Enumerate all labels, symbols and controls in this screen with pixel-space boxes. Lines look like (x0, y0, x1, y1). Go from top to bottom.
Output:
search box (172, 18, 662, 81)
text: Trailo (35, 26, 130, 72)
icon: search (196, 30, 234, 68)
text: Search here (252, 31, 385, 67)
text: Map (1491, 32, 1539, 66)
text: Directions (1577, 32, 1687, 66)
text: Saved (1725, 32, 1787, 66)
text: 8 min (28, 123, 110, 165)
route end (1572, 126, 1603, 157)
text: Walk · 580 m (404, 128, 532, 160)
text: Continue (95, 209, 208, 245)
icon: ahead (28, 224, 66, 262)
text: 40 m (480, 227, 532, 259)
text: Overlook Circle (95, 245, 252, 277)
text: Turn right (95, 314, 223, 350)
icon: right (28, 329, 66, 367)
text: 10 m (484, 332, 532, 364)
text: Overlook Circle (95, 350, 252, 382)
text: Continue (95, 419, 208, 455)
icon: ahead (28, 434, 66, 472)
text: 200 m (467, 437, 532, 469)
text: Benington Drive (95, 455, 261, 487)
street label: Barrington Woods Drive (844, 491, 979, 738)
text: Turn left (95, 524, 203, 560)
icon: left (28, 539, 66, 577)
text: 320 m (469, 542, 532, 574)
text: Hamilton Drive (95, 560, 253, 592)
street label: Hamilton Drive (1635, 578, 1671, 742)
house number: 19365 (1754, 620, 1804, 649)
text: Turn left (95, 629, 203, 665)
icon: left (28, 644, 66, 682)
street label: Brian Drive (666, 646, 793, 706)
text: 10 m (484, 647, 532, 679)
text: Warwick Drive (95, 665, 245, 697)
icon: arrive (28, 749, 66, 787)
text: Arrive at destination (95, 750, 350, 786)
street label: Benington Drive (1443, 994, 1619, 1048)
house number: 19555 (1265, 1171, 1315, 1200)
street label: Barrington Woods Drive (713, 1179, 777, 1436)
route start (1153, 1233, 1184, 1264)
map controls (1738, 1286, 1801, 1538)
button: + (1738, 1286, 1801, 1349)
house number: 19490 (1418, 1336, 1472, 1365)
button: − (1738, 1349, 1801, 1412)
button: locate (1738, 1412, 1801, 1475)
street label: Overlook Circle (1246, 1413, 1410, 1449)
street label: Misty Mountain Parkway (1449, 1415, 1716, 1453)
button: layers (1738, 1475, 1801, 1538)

> [WORK TASK]
Go through the records above and return each line in which the word "Continue" occurs.

> [ANSWER SPACE]
text: Continue (95, 209, 208, 245)
text: Continue (95, 419, 208, 455)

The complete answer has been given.